Comment décririez-vous votre contribution à la société dans votre rôle actuel?

Depuis mon arrivée au Musée d’art contemporain de Montréal il y a un an, je m’efforce d’en faire une institution ouverte, inclusive et profondément ancrée dans la société. La première année a été consacrée à écouter, observer et comprendre – les équipes à l’interne, les partenaires, le public.

Le chantier que nous menons actuellement est bien plus qu’une transformation architecturale: c’est une refondation du lien entre l’art et la société. L’art contemporain peut parfois intimider; mon ambition est d’en démocratiser l’accès, de briser les barrières qui le font parfois paraître élitiste, et d’en faire un espace de dialogue et d’ouverture.

Si mon rôle peut contribuer à le rendre plus accessible, à rapprocher les publics et à rappeler que la culture est un bien commun, alors c’est là que réside, pour moi, la plus belle forme de contribution.

Qu’est-ce que votre passage à l’Université Laval a représenté pour vous?

Étant originaire de Québec, le choix de l’Université Laval s’est imposé naturellement. J’avais fait mes études collégiales au Petit Séminaire de Québec (aujourd’hui le Collège François-de-Laval) et plusieurs de mes amis poursuivaient aussi en droit. C’était la continuité logique de mon parcours.

Au-delà des études, ces années à l’université m’ont permis de faire des rencontres marquantes, de tisser des liens d’amitié fort et de développer un grand sentiment d’appartenance à cette université qui continue, encore aujourd’hui, de jouer un rôle important dans mon parcours.
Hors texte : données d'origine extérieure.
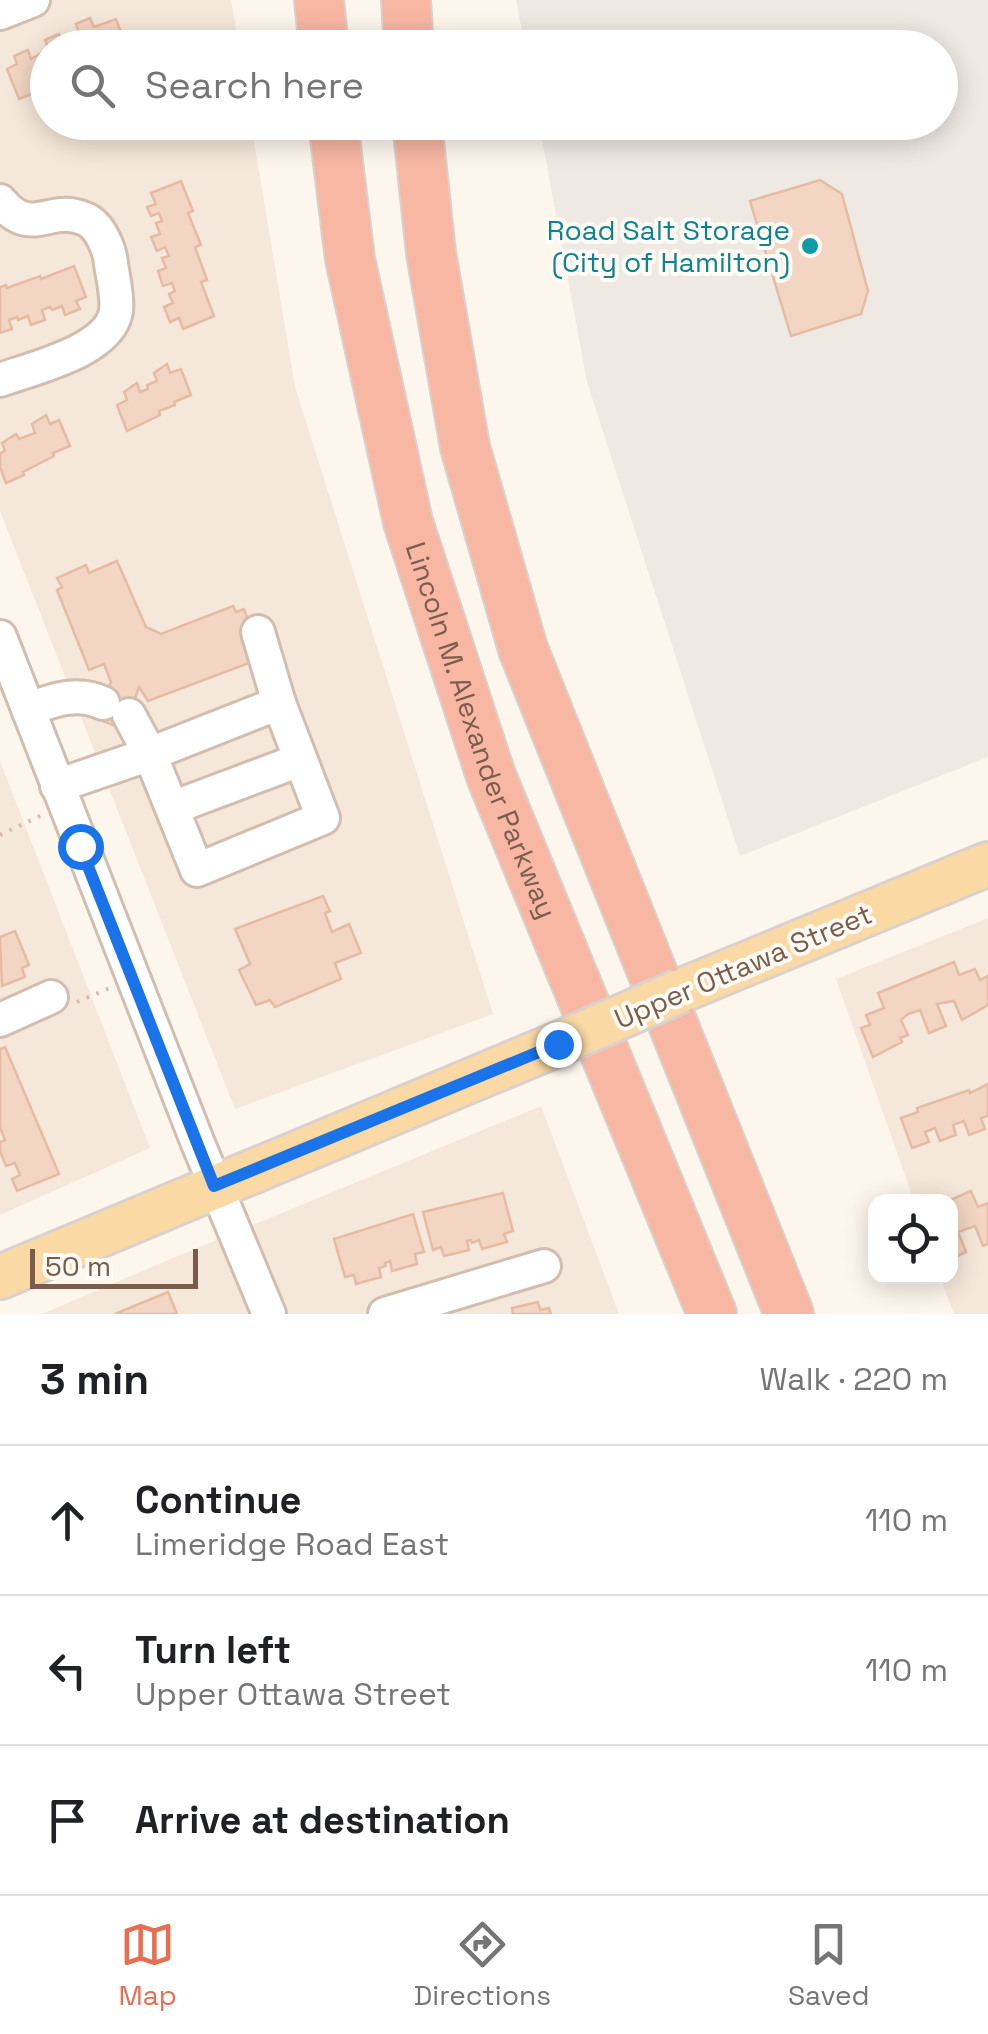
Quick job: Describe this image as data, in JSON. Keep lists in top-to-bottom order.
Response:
{
  "streets": {
    "highway": ["Lincoln M. Alexander Parkway"],
    "main road": ["Upper Ottawa Street"]
  },
  "places": ["Road Salt Storage (City of Hamilton)"],
  "scale_bar": "50 m",
  "page": {
    "search": "Search here",
    "scale": "50 m",
    "heading": ["3 min", "Walk · 220 m"],
    "list": [
      ["Continue", "Limeridge Road East", "110 m"],
      ["Turn left", "Upper Ottawa Street", "110 m"],
      "Arrive at destination"
    ],
    "nav": ["Map", "Directions", "Saved"]
  }
}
Plus tard, j’y suis revenu comme administrateur, siégeant pendant six ans au conseil d’administration. J’ai également pris part au comité de gouvernance et d’éthique, en plus d’assumer la présidence de la course d’élection au rectorat. Une expérience riche et formatrice, que je recommande à tous ceux et celles qui souhaitent s’impliquer dans la vie universitaire.
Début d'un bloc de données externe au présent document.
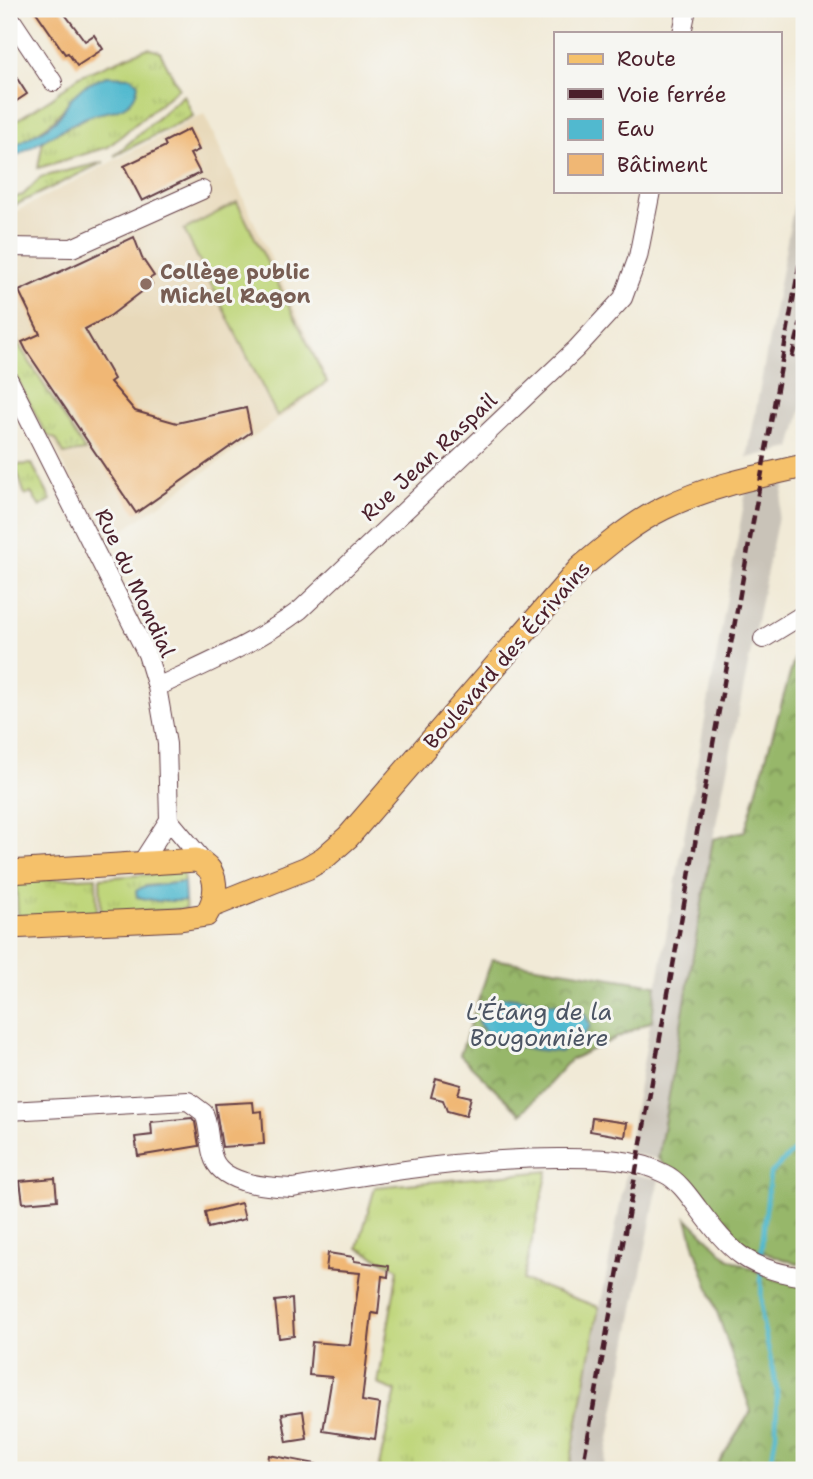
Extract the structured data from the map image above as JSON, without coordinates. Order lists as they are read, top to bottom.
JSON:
{
  "streets": {
    "main road": ["Boulevard des Écrivains"],
    "street": ["Rue Jean Raspail", "Rue du Mondial"]
  },
  "crossings": [
    ["Rue Jean Raspail", "Rue du Mondial"]
  ],
  "water": ["L'Étang de la Bougonnière"],
  "places": ["Collège public Michel Ragon"],
  "legend": [
    "Route",
    "Voie ferrée",
    "Eau",
    "Bâtiment"
  ]
}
Lorsque vous repensez à vos années à la Faculté de droit, y a-t-il un souvenir heureux, une rencontre ou une expérience qui vous a particulièrement marqué et qui a influencé votre parcours?

Comme mentionné précédemment, le Parlement étudiant a été une expérience marquante pendant mes études. J’ai fait partie de la toute première équipe à y participer, à une époque où l’initiative en était encore à ses débuts. Ces simulations parlementaires m’ont appris comment se construit le débat, comment la loi prend vie, et m’ont fait découvrir de l’intérieur le monde politique.

Mais au-delà de ça, ce sont surtout les amitiés qui m’ont marqué. Je garde aussi un excellent souvenir du petit groupe d’amis formé dès la première session. Nous étions cinq, toujours ensemble pour les cours, les études et les travaux. Ces années ont forgé des liens qui demeurent solides encore aujourd’hui.

Quel conseil donneriez-vous aux étudiantes et étudiants qui souhaitent suivre vos traces?

Je crois qu’il ne faut jamais chercher à suivre exactement les traces de quelqu’un d’autre. Chacun a sa propre voie, son propre rythme. Ce n’est pas toujours simple, bien sûr, mais il faut savoir saisir les occasions, se faire confiance et aller là où l’on se sent à sa place. Quand on s’engage dans un projet qui nous passionne, on s’y consacre pleinement, et c’est souvent ce qui mène à la réussite. Et c’est souvent là, dans ces moments où l’on agit avec plaisir et conviction, que les plus belles opportunités se présentent.

 

Par son parcours, Stéphan La Roche incarne la conviction qu’un esprit ouvert peut transformer chaque expérience en occasion de créer, d’apprendre et de faire rayonner le bien commun.